Geometric Matrix Completion with Recurrent Multi-Graph Neural Networks
This work addresses recommender systems by improving matrix completion with graph-based methods, offering a more efficient and effective solution, though it appears incremental as it builds on existing graph and neural network techniques.
The paper tackles the problem of matrix completion for recommender systems by introducing a geometric deep learning approach that combines graph convolutional and recurrent neural networks to exploit local stationarity structures and reduce parameter count. The method outperforms state-of-the-art techniques on synthetic and real datasets.

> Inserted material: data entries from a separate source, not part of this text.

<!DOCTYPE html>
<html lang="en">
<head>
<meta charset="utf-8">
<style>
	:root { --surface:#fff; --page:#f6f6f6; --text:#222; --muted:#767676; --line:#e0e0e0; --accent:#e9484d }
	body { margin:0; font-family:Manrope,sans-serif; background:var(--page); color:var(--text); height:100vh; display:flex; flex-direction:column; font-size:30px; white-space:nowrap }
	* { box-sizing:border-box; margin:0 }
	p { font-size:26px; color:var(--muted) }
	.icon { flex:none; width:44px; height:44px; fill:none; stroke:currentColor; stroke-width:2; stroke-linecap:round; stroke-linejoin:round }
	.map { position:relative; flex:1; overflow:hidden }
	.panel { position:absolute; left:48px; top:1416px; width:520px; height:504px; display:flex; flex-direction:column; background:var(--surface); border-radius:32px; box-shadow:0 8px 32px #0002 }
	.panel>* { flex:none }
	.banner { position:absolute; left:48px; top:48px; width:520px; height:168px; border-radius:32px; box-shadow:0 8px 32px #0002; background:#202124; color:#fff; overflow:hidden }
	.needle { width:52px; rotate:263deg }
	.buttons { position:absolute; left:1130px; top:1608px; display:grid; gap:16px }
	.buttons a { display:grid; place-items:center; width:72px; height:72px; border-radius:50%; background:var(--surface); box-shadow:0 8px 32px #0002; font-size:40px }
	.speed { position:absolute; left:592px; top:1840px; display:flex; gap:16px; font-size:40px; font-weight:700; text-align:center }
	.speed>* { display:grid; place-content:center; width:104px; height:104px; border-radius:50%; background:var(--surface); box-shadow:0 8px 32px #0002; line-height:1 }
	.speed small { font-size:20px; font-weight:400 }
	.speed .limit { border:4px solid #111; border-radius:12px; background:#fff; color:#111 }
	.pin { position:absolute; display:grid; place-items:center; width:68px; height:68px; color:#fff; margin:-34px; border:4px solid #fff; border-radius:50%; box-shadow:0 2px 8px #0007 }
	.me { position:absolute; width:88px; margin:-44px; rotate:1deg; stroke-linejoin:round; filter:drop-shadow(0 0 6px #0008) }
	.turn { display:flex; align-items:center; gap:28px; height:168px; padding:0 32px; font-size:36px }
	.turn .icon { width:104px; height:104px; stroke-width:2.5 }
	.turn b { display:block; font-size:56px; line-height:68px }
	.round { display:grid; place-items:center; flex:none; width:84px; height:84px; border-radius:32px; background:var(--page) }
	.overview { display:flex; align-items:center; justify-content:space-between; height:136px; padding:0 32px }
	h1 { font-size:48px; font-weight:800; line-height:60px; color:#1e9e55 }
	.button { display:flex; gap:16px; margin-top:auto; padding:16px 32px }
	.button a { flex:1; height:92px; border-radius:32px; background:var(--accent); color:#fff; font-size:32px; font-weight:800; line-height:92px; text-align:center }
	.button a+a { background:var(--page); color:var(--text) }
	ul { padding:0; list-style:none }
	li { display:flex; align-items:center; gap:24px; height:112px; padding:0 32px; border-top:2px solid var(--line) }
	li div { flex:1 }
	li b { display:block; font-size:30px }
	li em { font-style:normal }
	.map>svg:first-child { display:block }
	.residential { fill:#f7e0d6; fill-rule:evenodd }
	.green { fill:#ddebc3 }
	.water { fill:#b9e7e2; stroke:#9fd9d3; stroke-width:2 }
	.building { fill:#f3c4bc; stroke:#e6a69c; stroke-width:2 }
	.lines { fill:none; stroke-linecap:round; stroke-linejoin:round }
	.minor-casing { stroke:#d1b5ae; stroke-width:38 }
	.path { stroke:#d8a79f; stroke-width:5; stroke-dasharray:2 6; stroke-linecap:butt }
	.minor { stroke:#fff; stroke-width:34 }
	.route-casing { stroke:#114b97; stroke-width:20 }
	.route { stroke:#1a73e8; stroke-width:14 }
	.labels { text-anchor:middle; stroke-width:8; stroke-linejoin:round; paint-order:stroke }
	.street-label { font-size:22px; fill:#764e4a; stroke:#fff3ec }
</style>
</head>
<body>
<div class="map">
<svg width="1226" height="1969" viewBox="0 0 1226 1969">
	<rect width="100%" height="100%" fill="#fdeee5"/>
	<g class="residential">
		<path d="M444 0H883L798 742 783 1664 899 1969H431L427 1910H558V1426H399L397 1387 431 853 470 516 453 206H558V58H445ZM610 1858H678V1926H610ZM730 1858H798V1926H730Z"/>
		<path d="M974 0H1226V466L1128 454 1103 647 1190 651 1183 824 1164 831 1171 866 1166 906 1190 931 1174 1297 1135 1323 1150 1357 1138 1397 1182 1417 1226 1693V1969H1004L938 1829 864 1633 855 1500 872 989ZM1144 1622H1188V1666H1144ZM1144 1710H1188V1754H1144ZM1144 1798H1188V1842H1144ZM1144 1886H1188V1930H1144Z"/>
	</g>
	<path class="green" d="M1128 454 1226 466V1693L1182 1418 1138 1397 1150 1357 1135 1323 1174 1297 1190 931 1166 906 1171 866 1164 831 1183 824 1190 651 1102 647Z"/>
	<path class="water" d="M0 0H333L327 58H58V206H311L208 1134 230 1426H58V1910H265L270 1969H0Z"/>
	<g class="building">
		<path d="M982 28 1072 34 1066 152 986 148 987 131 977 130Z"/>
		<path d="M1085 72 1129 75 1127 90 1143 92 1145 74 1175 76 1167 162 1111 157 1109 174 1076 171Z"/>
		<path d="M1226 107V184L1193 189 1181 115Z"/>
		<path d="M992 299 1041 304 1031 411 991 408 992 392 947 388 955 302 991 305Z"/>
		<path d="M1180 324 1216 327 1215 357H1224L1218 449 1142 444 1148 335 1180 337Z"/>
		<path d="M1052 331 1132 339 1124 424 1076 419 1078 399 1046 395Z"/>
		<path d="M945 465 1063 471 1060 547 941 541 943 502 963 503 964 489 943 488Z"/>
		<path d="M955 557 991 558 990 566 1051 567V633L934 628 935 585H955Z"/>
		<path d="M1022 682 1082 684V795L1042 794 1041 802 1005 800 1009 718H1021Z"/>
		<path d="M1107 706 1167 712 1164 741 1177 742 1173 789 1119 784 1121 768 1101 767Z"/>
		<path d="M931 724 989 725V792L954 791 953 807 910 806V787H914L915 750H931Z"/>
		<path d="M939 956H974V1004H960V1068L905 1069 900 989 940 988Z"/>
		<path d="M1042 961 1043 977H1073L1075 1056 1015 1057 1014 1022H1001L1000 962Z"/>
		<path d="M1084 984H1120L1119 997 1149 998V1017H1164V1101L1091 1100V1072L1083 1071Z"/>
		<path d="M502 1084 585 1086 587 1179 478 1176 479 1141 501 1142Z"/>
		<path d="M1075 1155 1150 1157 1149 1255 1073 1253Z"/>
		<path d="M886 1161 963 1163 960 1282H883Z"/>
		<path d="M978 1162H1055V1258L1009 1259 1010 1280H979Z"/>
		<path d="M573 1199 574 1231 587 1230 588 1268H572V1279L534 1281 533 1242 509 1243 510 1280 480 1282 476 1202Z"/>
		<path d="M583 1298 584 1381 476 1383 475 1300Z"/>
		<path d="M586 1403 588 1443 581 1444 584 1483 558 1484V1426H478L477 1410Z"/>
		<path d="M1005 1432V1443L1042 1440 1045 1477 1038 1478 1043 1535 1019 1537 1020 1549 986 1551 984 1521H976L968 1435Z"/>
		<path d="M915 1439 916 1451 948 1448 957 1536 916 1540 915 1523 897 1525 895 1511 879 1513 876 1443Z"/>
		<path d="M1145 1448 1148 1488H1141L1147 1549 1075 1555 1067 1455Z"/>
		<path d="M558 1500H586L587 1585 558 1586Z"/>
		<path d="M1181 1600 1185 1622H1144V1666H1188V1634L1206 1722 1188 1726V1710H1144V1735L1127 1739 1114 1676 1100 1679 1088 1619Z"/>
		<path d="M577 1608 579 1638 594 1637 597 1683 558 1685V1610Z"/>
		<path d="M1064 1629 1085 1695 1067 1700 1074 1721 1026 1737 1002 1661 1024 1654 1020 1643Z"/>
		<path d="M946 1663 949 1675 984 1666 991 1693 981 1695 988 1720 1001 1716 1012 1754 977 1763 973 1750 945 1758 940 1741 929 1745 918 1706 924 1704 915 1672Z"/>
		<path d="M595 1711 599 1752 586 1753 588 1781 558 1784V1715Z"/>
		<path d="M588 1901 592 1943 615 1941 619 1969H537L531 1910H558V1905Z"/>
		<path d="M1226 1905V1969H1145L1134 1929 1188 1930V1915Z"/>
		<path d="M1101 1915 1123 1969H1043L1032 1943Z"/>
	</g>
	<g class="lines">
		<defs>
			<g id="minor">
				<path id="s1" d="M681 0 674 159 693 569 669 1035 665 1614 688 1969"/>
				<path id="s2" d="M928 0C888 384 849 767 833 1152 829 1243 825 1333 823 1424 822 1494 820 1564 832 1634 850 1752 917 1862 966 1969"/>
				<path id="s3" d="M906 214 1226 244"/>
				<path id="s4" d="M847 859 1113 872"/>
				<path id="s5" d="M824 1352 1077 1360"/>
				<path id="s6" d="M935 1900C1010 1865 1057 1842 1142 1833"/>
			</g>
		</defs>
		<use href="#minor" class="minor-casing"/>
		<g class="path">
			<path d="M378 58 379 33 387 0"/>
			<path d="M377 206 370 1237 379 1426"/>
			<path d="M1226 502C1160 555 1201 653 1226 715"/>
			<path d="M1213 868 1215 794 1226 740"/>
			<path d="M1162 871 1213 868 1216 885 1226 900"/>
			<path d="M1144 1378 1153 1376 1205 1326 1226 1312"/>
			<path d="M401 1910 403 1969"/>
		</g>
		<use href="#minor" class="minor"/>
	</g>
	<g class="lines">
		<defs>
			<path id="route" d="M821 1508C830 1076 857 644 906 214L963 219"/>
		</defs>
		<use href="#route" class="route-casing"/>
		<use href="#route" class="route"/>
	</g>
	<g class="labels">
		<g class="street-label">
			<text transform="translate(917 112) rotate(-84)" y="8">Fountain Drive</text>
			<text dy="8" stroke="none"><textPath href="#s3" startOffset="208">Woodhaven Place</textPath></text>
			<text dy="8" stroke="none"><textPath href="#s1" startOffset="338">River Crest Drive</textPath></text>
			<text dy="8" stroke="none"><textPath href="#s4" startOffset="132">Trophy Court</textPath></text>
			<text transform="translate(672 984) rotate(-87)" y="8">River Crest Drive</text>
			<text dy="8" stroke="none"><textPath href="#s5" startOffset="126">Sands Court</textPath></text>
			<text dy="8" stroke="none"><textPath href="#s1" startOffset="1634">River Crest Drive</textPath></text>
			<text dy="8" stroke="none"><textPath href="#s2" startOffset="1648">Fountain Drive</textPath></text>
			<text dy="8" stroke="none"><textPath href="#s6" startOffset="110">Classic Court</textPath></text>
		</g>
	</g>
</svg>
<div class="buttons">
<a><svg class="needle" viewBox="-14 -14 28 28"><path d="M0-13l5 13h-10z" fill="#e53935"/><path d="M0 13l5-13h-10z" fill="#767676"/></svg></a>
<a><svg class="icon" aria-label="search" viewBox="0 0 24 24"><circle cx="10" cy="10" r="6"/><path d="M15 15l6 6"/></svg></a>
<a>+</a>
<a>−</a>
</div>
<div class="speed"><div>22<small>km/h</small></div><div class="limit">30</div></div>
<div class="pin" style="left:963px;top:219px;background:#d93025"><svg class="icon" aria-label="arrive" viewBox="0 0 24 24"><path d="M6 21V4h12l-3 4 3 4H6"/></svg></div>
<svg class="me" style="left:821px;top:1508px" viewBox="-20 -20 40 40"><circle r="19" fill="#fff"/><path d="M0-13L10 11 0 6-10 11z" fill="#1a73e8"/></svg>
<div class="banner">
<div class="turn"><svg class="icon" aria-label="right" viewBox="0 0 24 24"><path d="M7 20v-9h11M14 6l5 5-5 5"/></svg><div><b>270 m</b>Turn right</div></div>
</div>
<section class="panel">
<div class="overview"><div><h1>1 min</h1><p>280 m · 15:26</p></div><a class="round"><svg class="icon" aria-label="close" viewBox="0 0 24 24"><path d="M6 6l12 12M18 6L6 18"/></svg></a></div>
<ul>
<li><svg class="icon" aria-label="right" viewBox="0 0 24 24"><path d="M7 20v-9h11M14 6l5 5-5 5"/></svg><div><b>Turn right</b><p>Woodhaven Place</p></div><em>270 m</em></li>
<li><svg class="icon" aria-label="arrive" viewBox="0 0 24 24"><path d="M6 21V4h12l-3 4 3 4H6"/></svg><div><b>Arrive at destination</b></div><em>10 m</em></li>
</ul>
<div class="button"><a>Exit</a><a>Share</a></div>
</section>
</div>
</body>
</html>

Matrix completion models are among the most common formulations of recommender systems. Recent works have showed a boost of performance of these techniques when introducing the pairwise relationships between users/items in the form of graphs, and imposing smoothness priors on these graphs. However, such techniques do not fully exploit the local stationarity structures of user/item graphs, and the number of parameters to learn is linear w.r.t. the number of users and items. We propose a novel approach to overcome these limitations by using geometric deep learning on graphs. Our matrix completion architecture combines graph convolutional neural networks and recurrent neural networks to learn meaningful statistical graph-structured patterns and the non-linear diffusion process that generates the known ratings. This neural network system requires a constant number of parameters independent of the matrix size. We apply our method on both synthetic and real datasets, showing that it outperforms state-of-the-art techniques.